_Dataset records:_
=-=-=-=-=

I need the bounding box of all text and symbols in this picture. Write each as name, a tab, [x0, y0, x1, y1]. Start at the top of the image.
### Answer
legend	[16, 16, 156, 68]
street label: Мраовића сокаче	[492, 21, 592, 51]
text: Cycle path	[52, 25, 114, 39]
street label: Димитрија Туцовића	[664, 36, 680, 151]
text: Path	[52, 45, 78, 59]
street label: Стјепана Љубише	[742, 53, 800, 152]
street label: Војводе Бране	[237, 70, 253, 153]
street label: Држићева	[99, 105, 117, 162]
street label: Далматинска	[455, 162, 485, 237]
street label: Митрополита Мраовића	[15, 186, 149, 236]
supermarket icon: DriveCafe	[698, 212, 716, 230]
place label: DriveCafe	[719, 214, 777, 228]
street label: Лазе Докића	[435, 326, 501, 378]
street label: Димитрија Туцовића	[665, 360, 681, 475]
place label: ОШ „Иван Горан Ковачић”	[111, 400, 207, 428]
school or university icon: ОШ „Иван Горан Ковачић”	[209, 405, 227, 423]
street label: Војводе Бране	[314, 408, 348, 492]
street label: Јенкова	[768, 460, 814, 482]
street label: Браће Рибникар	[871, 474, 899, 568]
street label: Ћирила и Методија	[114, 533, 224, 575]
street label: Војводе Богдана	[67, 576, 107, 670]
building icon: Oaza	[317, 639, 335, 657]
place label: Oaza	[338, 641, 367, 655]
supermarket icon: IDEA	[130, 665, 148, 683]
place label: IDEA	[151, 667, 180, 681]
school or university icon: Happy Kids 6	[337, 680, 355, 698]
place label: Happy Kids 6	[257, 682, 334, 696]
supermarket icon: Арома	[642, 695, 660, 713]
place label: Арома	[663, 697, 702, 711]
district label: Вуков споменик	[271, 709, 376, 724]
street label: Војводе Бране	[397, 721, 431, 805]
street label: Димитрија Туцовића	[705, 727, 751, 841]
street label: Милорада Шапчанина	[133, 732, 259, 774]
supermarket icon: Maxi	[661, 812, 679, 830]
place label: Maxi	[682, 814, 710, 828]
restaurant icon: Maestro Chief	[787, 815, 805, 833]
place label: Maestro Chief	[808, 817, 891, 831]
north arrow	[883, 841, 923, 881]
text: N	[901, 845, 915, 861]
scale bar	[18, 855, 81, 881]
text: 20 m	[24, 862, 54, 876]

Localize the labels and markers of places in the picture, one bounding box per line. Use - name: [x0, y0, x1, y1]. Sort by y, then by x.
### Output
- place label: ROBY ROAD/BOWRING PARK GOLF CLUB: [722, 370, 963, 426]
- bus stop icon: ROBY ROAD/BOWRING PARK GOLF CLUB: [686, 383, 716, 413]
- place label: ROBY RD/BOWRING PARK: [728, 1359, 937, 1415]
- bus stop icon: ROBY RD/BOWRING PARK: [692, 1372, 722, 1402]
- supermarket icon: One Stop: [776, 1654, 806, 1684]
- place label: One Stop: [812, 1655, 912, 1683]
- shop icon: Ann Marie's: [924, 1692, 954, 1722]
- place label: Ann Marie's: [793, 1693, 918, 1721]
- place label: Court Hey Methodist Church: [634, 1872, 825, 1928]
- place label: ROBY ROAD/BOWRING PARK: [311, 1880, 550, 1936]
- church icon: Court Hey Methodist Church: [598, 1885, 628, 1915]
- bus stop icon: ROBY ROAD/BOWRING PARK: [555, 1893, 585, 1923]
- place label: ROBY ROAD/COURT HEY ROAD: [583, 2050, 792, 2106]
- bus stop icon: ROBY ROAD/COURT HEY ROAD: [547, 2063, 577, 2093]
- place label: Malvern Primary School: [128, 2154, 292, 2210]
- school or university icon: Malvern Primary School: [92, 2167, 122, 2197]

=-=-=-=-=

_WHAT TO DO:_ Reproduce the data. Keep it exact.

_WRITTEN REPLY:_
I need the bounding box of all text and symbols in this picture. Write each as name, a tab, [x0, y0, x1, y1]. Start at the top of the image.
### Answer
legend	[16, 16, 156, 68]
street label: Мраовића сокаче	[492, 21, 592, 51]
text: Cycle path	[52, 25, 114, 39]
street label: Димитрија Туцовића	[664, 36, 680, 151]
text: Path	[52, 45, 78, 59]
street label: Стјепана Љубише	[742, 53, 800, 152]
street label: Војводе Бране	[237, 70, 253, 153]
street label: Држићева	[99, 105, 117, 162]
street label: Далматинска	[455, 162, 485, 237]
street label: Митрополита Мраовића	[15, 186, 149, 236]
supermarket icon: DriveCafe	[698, 212, 716, 230]
place label: DriveCafe	[719, 214, 777, 228]
street label: Лазе Докића	[435, 326, 501, 378]
street label: Димитрија Туцовића	[665, 360, 681, 475]
place label: ОШ „Иван Горан Ковачић”	[111, 400, 207, 428]
school or university icon: ОШ „Иван Горан Ковачић”	[209, 405, 227, 423]
street label: Војводе Бране	[314, 408, 348, 492]
street label: Јенкова	[768, 460, 814, 482]
street label: Браће Рибникар	[871, 474, 899, 568]
street label: Ћирила и Методија	[114, 533, 224, 575]
street label: Војводе Богдана	[67, 576, 107, 670]
building icon: Oaza	[317, 639, 335, 657]
place label: Oaza	[338, 641, 367, 655]
supermarket icon: IDEA	[130, 665, 148, 683]
place label: IDEA	[151, 667, 180, 681]
school or university icon: Happy Kids 6	[337, 680, 355, 698]
place label: Happy Kids 6	[257, 682, 334, 696]
supermarket icon: Арома	[642, 695, 660, 713]
place label: Арома	[663, 697, 702, 711]
district label: Вуков споменик	[271, 709, 376, 724]
street label: Војводе Бране	[397, 721, 431, 805]
street label: Димитрија Туцовића	[705, 727, 751, 841]
street label: Милорада Шапчанина	[133, 732, 259, 774]
supermarket icon: Maxi	[661, 812, 679, 830]
place label: Maxi	[682, 814, 710, 828]
restaurant icon: Maestro Chief	[787, 815, 805, 833]
place label: Maestro Chief	[808, 817, 891, 831]
north arrow	[883, 841, 923, 881]
text: N	[901, 845, 915, 861]
scale bar	[18, 855, 81, 881]
text: 20 m	[24, 862, 54, 876]

Localize the labels and markers of places in the picture, one bounding box per line. Use - name: [x0, y0, x1, y1]. Sort by y, then by x.
### Output
- place label: ROBY ROAD/BOWRING PARK GOLF CLUB: [722, 370, 963, 426]
- bus stop icon: ROBY ROAD/BOWRING PARK GOLF CLUB: [686, 383, 716, 413]
- place label: ROBY RD/BOWRING PARK: [728, 1359, 937, 1415]
- bus stop icon: ROBY RD/BOWRING PARK: [692, 1372, 722, 1402]
- supermarket icon: One Stop: [776, 1654, 806, 1684]
- place label: One Stop: [812, 1655, 912, 1683]
- shop icon: Ann Marie's: [924, 1692, 954, 1722]
- place label: Ann Marie's: [793, 1693, 918, 1721]
- place label: Court Hey Methodist Church: [634, 1872, 825, 1928]
- place label: ROBY ROAD/BOWRING PARK: [311, 1880, 550, 1936]
- church icon: Court Hey Methodist Church: [598, 1885, 628, 1915]
- bus stop icon: ROBY ROAD/BOWRING PARK: [555, 1893, 585, 1923]
- place label: ROBY ROAD/COURT HEY ROAD: [583, 2050, 792, 2106]
- bus stop icon: ROBY ROAD/COURT HEY ROAD: [547, 2063, 577, 2093]
- place label: Malvern Primary School: [128, 2154, 292, 2210]
- school or university icon: Malvern Primary School: [92, 2167, 122, 2197]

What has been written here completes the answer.